Conventional project management methodologies, such as the critical-path method and the traditional "waterfall" method, are suitable for projects with limited uncertainties, variables, and timeframes. The focus on predictive planning, and corrective actions as a project progressed, was a generally well-understood and intuitive approach: use proven processes and tools, define all requirements early-on, develop a step-by-step plan, and follow the plan while measuring progress with previously selected metrics. Simple, right?

Unfortunately, this approach may be too simple for modern project-based organizations. No longer will document and artifact-intensive planning, which can become overloaded with unnecessary features and requirements, dictate the course and final deliverable of a project. To be successful, contemporary project managers must transition from a focus on planning to a focus on execution. This includes the ability to adapt to changing circumstances and changing requirements, and requires constant collaboration with clients and stakeholders.

The Agile Manifesto provides an excellent starting point for contemporary project managers: "Individuals and interactions over processes and tools," "Customer collaboration over contract negotiation," and "Responding to change over following a plan" are three broad tenets aimed at delivering higher-quality results to the mutual satisfaction of clients and the provider. The iterative approach taken by Agile management, and other methodologies such as SCRUM, lead to earlier value realization, reduced conflict, and provide the ability for project managers to quickly adapt the project plan when new developments call for change.

Let's face it - requirements churn is a fact of life in most projects, and it's not necessarily a negative. Our goal, and the customers ultimate requirement, is the best possible solution to their need - this is probably not going to be the solution that most closely conforms to the initial needs analysis or project scope document. Our approach, based on SCRUM's empirical approach, is to accept a problem cannot always be fully understood or defined. So we must maximize the team's ability to respond to changing requirements. This entails a short-term work cycle based on an overarching project strategy and high-level project plan.
 
The plan is divided into multiple phases or iterations, with a more detailed plan created for the next phase (similar to the daily SCRUM meeting that answers these questions: What did you do yesterday? What will you do today? What obstacles are in your way?). Future phases can be changed based on the outcomes of the completed phases, or to meet any new or changing requirements. This allows us to refine plans and estimates as-needed, and to deal with schedule/requirements issues as soon as they are identified.

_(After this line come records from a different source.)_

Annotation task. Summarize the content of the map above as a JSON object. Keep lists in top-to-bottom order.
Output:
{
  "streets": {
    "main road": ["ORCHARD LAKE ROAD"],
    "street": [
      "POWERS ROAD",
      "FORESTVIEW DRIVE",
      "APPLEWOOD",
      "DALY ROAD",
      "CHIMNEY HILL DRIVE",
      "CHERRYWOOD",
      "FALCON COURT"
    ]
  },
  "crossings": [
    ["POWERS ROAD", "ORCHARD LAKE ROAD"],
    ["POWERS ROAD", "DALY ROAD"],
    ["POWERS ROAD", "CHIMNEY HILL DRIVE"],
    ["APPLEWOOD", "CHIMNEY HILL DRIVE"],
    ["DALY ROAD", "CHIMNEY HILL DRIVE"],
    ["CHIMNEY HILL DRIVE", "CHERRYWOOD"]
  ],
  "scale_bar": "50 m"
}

This adaptive approach provides much more strategic flexibility to the project team and the client. Decisions can be made at the end of each iteration based on the outcomes of previous decisions; when this is combined with a much more collaborative process, the result is a better deliverable that is much more likely to meet actual customer requirements (as opposed to the comprehensive, up-front list of requirements typically found in conventional project artifacts).